# Self Sufficiency/Living off the Land or Off the Grid > Gardening >  Coffee Substitute

## Rick

SUBSTITUTE FOR COFFEE.--

Take sound ripe acorns, wash them while in the shell, dry them, and parch until they open, take the shell off, roast with a little bacon fat, and you will have a splendid cup of coffee.


Confederate Receipt Book - 1863

----------


## Ken

I read that a few years back and borrowed some acorns from some squir, er, friends, and tried it (didn't use bacon fat, used Crisco I think).  It wasn't terrible, but it didn't taste anything like Folgers.

----------


## Sourdough

It might be a Dark Colored hot drink........but baby that ain't COFFEE.

----------


## Ken

> It might be a Dark Colored hot drink........but baby that ain't COFFEE.

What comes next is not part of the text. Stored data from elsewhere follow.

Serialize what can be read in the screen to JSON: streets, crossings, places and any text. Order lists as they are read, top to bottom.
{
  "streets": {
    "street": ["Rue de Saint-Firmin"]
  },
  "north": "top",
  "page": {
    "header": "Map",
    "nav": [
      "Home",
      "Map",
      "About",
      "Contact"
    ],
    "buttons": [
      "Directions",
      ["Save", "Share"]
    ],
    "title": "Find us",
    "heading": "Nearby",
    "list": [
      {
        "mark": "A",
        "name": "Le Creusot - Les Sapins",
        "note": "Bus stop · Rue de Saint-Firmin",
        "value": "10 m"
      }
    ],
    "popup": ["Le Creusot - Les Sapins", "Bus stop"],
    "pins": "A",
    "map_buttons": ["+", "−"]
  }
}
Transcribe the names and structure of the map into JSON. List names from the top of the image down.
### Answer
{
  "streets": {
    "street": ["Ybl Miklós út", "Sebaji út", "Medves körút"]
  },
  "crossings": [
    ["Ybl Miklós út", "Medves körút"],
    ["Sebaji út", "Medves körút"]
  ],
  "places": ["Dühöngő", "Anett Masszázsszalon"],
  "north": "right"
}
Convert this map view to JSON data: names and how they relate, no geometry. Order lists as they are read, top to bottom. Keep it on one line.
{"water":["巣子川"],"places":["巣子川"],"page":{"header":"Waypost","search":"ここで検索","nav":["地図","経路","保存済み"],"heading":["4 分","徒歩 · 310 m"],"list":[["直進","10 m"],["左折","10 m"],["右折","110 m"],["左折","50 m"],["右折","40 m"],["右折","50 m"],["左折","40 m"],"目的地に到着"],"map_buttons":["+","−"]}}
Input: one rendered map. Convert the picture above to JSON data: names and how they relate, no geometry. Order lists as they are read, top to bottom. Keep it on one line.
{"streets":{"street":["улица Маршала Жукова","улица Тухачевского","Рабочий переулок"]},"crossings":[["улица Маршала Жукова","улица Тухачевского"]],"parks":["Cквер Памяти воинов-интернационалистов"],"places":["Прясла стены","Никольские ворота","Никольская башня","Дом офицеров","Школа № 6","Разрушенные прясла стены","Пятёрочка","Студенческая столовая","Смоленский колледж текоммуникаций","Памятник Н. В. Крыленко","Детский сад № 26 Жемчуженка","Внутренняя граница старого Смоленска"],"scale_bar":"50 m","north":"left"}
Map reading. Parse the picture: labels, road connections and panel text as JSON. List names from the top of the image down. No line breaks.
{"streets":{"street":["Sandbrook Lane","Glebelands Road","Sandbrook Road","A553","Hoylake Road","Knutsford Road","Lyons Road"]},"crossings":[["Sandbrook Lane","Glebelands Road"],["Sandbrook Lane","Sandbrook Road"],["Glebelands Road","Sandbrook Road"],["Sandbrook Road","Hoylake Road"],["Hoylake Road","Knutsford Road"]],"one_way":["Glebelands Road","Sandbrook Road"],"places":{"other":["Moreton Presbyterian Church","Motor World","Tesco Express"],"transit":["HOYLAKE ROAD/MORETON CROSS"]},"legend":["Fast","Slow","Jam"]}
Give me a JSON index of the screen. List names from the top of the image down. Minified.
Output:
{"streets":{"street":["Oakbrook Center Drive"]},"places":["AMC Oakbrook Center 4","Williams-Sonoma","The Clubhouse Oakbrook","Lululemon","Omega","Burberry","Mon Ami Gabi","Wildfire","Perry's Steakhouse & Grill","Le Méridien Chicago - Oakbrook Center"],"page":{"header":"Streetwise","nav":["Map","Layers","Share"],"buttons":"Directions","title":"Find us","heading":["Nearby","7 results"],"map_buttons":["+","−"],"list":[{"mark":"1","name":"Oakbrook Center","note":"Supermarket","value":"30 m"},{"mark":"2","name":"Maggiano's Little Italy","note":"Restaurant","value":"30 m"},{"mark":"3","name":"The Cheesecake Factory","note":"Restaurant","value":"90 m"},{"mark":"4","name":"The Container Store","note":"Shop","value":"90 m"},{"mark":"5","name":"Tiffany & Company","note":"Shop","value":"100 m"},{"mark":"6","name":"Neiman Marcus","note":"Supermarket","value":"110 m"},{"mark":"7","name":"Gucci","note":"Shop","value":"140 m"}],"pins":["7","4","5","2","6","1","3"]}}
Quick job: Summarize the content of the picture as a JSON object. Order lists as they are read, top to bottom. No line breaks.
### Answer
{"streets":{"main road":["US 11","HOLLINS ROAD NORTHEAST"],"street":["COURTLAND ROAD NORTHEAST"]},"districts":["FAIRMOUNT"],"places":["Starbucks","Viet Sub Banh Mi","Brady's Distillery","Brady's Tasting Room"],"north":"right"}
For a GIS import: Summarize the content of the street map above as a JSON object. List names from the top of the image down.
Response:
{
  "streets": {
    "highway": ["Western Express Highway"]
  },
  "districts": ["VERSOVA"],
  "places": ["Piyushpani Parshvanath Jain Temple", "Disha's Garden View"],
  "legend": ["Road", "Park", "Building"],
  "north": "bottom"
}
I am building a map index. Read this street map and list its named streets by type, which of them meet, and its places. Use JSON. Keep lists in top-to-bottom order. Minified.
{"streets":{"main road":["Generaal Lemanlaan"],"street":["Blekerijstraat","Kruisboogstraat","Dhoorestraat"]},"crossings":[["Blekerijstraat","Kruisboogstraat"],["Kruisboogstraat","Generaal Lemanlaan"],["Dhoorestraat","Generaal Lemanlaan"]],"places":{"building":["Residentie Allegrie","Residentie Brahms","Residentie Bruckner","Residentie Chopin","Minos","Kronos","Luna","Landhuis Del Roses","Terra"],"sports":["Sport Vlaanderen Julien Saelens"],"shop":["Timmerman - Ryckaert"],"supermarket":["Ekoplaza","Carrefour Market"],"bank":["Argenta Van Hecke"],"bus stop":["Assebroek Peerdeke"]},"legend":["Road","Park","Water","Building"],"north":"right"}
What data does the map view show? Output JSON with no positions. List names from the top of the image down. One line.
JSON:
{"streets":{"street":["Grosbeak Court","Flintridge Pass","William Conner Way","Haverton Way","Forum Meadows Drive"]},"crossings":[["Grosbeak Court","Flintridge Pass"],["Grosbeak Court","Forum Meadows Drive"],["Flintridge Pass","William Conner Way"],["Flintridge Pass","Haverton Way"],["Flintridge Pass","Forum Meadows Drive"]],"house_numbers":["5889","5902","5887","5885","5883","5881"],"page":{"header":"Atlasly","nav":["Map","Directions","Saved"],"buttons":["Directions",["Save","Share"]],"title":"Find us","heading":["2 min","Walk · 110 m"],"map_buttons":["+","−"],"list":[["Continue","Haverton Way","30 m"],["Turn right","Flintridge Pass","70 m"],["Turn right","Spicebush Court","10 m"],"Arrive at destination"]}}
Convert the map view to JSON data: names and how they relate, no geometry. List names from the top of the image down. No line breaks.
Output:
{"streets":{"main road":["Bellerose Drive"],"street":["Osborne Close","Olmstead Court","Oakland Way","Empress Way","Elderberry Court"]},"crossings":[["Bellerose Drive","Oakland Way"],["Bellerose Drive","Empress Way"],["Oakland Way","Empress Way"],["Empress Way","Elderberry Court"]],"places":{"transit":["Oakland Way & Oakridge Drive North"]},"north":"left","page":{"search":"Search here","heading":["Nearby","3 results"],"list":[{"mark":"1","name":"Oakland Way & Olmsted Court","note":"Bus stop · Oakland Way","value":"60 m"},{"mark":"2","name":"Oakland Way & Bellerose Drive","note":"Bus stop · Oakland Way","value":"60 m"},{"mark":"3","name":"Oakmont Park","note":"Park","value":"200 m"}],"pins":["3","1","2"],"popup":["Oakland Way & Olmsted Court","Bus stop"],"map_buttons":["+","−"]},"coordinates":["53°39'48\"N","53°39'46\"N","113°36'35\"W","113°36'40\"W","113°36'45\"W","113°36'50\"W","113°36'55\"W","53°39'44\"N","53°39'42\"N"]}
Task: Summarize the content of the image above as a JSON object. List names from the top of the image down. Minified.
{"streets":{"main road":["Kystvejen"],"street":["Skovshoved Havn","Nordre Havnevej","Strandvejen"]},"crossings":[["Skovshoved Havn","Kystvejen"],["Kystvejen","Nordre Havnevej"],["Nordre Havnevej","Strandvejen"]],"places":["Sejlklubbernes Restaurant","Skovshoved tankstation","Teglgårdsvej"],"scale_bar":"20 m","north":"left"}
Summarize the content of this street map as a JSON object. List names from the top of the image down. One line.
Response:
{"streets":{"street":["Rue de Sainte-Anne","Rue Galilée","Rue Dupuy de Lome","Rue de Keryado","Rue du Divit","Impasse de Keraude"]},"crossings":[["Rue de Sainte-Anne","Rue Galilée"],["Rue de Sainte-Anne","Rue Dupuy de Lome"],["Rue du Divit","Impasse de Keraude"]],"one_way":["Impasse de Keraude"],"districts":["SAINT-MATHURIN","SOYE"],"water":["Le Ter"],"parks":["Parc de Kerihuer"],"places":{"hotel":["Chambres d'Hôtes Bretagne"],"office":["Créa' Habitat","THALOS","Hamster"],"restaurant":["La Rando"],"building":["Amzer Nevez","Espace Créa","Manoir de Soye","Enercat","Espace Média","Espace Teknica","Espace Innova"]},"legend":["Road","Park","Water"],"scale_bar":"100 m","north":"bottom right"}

Betcha' even vanilla creamer won't help, will it, HOPE?

----------


## Pal334

blasphemy, no coffee, no work!!!!!!!!!!

----------


## Jonesy

I need the caffeine substitute but I would try just about anything made with bacon .  :Smile:

----------


## vthompson

You can also use Chicory roots as a coffee substitute.

----------


## TucsonMax

Where exactly does one find acorns?

----------


## TucsonMax

Sorry but...

----------


## Ken

I REALLY like that T-shirt.  Wonder if I could talk her out of it.   :Innocent:

----------


## wareagle69

you won't find them there, but i have millions of them here, i could send you some

----------


## wareagle69

ok has anybody actually evr made a substitute
how and what was the results.if yes

----------


## Ken

> you won't find them there, but i have millions of them here, i could send you some


Wareagle, I have several "acorn eaters" here who would gladly accept any acorns that may be in your way.

----------


## wareagle69

send sase and i will make your "freinds" happy

----------


## Rick

I have. I've use roasted dandelion root. It was not bad at all. It obviously wasn't from Juan Valdez but it would do if I could not get real coffee. I have some in a jar on the counter now. I roasted this batch just a hair too long so it sort of had an off flavor but if you keep an eye on it and don't let it get too dark then the taste isn't bad.

----------


## wareagle69

when did you pick the root? early or late

----------


## Ken

> send sase and i will make your "freinds" happy


I was thinking more in the lines of an empty frieght car.   :Innocent:   Probably save me quite a few bucks.  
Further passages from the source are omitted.